Category: Silicon Valley (TV)
Genre: Perpetually Unfinished Content
Language: English
Status: Completed
Published: 2018-05-01
Updated: 2018-05-01
Packaged: 2019-04-30 20:45:40
Rating: General Audiences
Warnings: No Archive Warnings Apply
Chapters: 4
Words: 3,740
Publisher: archiveofourown.org
Story URL: https://archiveofourown.org/works/14505150
Author URL: https://archiveofourown.org/users/mandatoryfridge/pseuds/mandatoryfridge
Summary: Just some old drafts that will likely never be finished! I'm posting these now because I recently rediscovered them floating around my hard drive and I thought that there might be a single hypothetical person out there who would appreciate reading this... unfinished content.Keep in mind that every single one of these stories was written in 2016, after s3 but before the release of s4.





	1. Soul Mates, But Worse

**Summary for the Chapter:**

> I thought that those "first words your soul mate says to you" Soulmate AUs would be funny when applied to the Jared/Richard situation. 
> 
> So: a Soulmate AU, kind of.

The first thing Jared notices about the man in his office is that he has a very good posture. Firm, commanding.

The second thing Jared notices about the man in his office is that he is not supposed to be there.

“Um,” says Jared, a little more feebly than he intended. He’s busy filling out paperwork—sheets of paper are spread out in front of him, the small font blurring together into grey blocks of Pointillist shading. “Did… you request an appointment?”

“What would you say,” begins the man, bringing his hands up in a surprisingly effective display of showmanship, “if I told you there was an app that could determine, beyond a shadow of a doubt, the first words your soul mate will say to you?”

Jared blinks, slowly.

“I swear, it works,” the man insists. He has the intense, wide-eyed look of someone who had just spent far too many consecutive hours awake. His Hooli employee badge gleams dully in the eco-friendly fluorescent lighting. “I’ve been developing it for ages—tried it on myself this morning—you just take a picture of your face, or anyone’s face, and you—”

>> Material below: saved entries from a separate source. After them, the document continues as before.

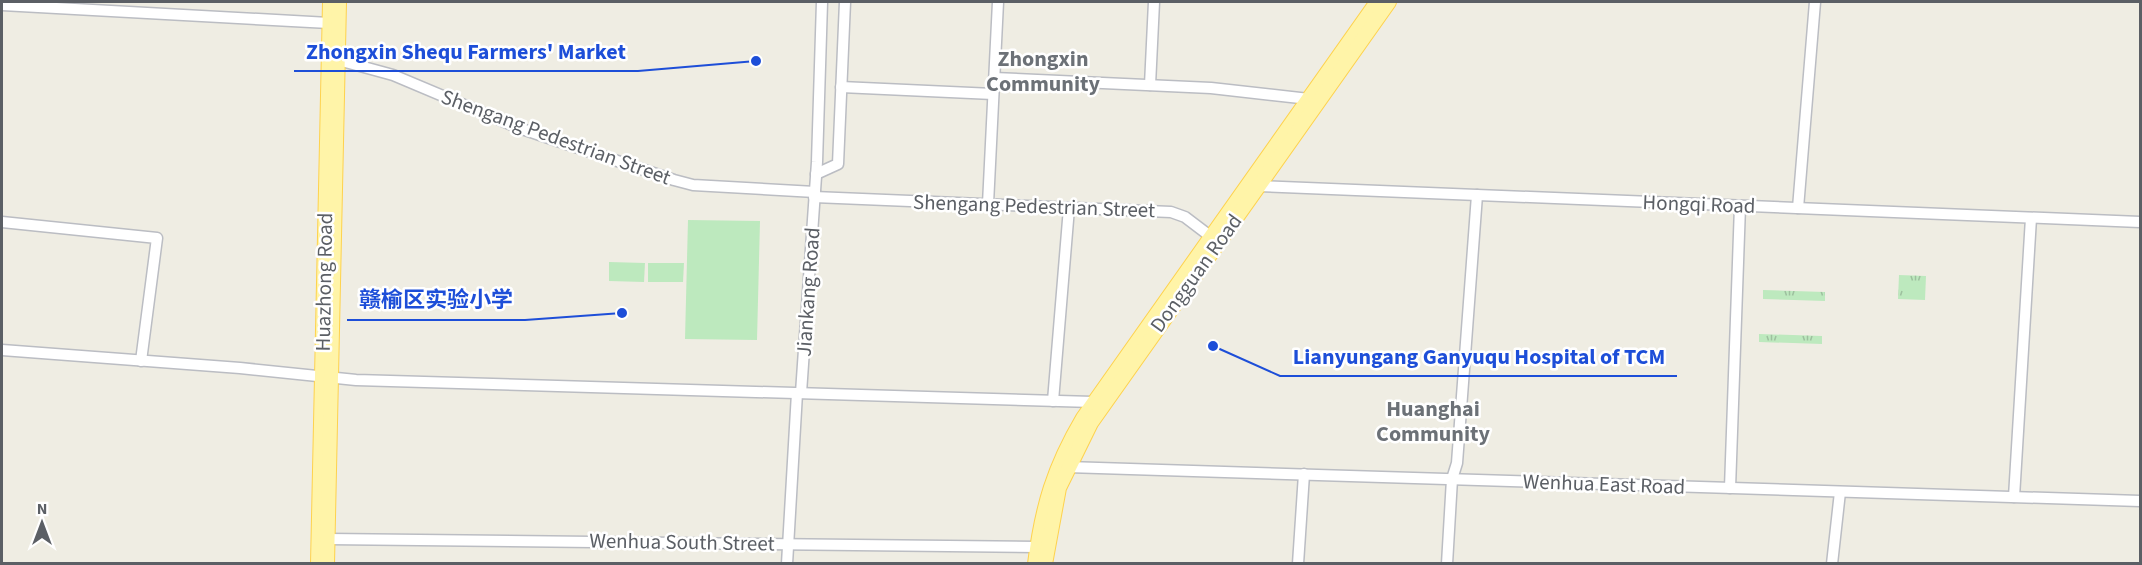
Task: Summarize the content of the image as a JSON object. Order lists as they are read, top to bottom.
{
  "streets": {
    "main road": ["Dongguan Road", "Huazhong Road"],
    "street": [
      "Shengang Pedestrian Street",
      "Hongqi Road",
      "Jiankang Road",
      "Wenhua East Road",
      "Wenhua South Street"
    ]
  },
  "crossings": [
    ["Shengang Pedestrian Street", "Dongguan Road"],
    ["Shengang Pedestrian Street", "Huazhong Road"],
    ["Shengang Pedestrian Street", "Jiankang Road"],
    ["Hongqi Road", "Dongguan Road"],
    ["Dongguan Road", "Wenhua East Road"],
    ["Dongguan Road", "Wenhua South Street"],
    ["Huazhong Road", "Wenhua South Street"],
    ["Jiankang Road", "Wenhua South Street"]
  ],
  "districts": ["Zhongxin Community", "Huanghai Community"],
  "places": ["Zhongxin Shequ Farmers' Market", "赣榆区实验小学", "Lianyungang Ganyuqu Hospital of TCM"],
  "north": "top"
}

“Sorry,” Jared interrupts. It occurs to him that while the man is standing at Jared’s desk, Jared himself is sitting down, creating a potentially imbalanced workplace environment. Would it be better if he also stood up? Jared’s never really sure about these things. “Did you say that this app would tell you… the first thing your ‘soul mate’ says to you?”

“It really works—you gotta let me sell this to Gavin Belson—”

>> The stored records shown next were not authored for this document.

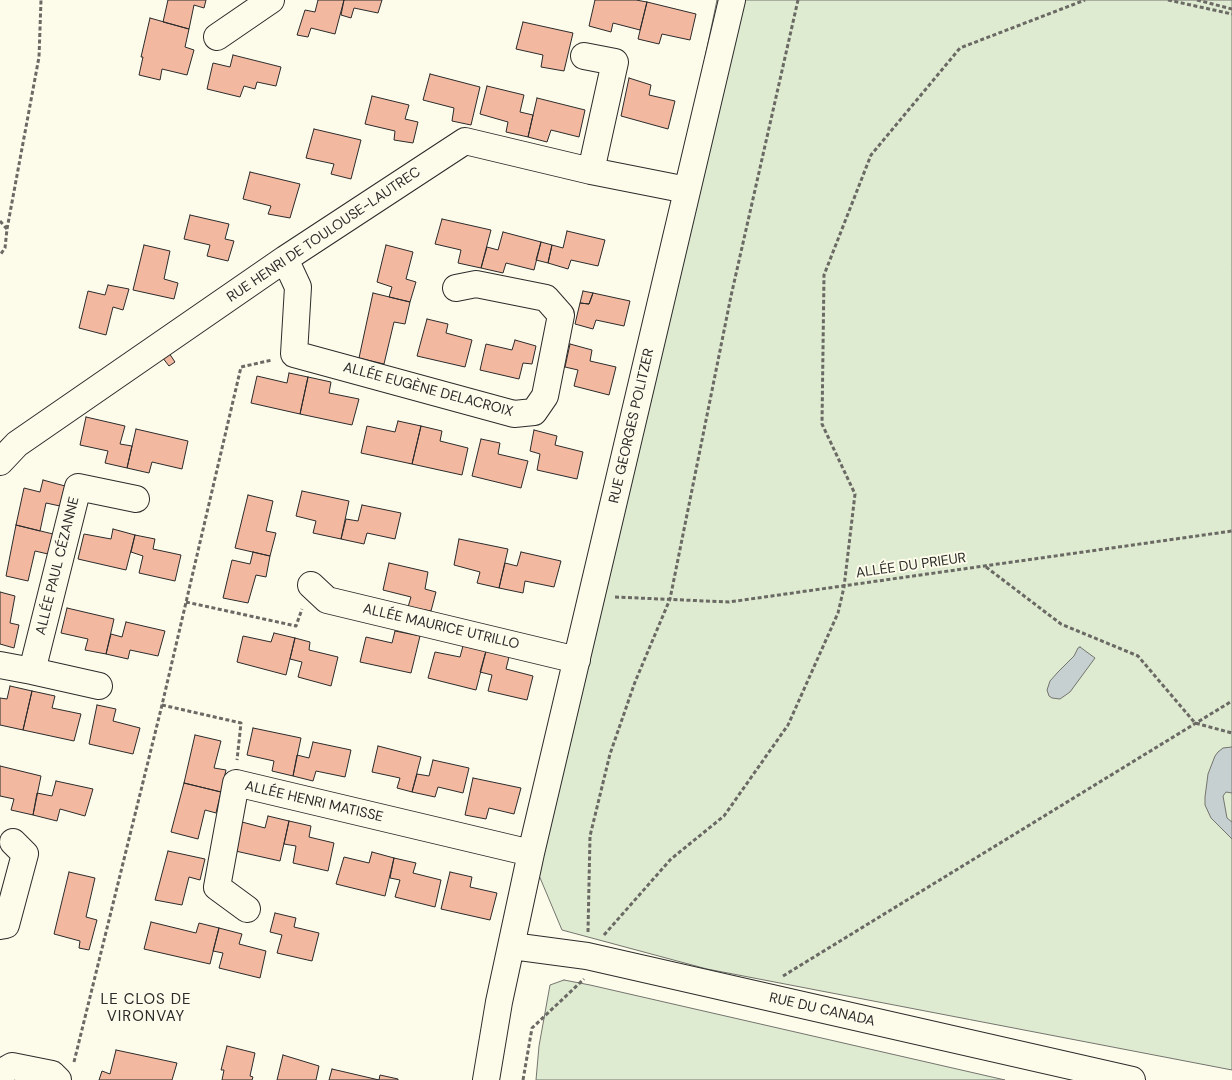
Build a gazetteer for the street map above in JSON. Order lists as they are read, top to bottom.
{
  "streets": {
    "street": [
      "RUE HENRI DE TOULOUSE-LAUTREC",
      "ALLÉE EUGÈNE DELACROIX",
      "RUE GEORGES POLITZER",
      "ALLÉE PAUL CÉZANNE",
      "ALLÉE MAURICE UTRILLO",
      "ALLÉE HENRI MATISSE",
      "RUE DU CANADA"
    ],
    "path": ["ALLÉE DU PRIEUR"]
  },
  "crossings": [
    ["RUE HENRI DE TOULOUSE-LAUTREC", "RUE GEORGES POLITZER"],
    ["RUE GEORGES POLITZER", "ALLÉE DU PRIEUR"],
    ["RUE GEORGES POLITZER", "ALLÉE MAURICE UTRILLO"],
    ["RUE GEORGES POLITZER", "ALLÉE HENRI MATISSE"],
    ["RUE GEORGES POLITZER", "RUE DU CANADA"]
  ],
  "districts": ["LE CLOS DE VIRONVAY"]
}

“He’s not taking appointments right now,” Jared says mildly. He rises from his chair, careful not to disturb the delicate ecosystem of paperwork set out on his desk. “I’m sorry for imposing, but I’m kind of busy right now, and I’d appreciate it if you could come back later?”

The man, unperturbed, holds up his phone. The unmistakable sound of a camera shutter. “It really works,” he repeats, his eyes trained on his phone screen. “I just took your picture. The first words your soul mate will say to you will be… ‘I’m a total fucking retard.’”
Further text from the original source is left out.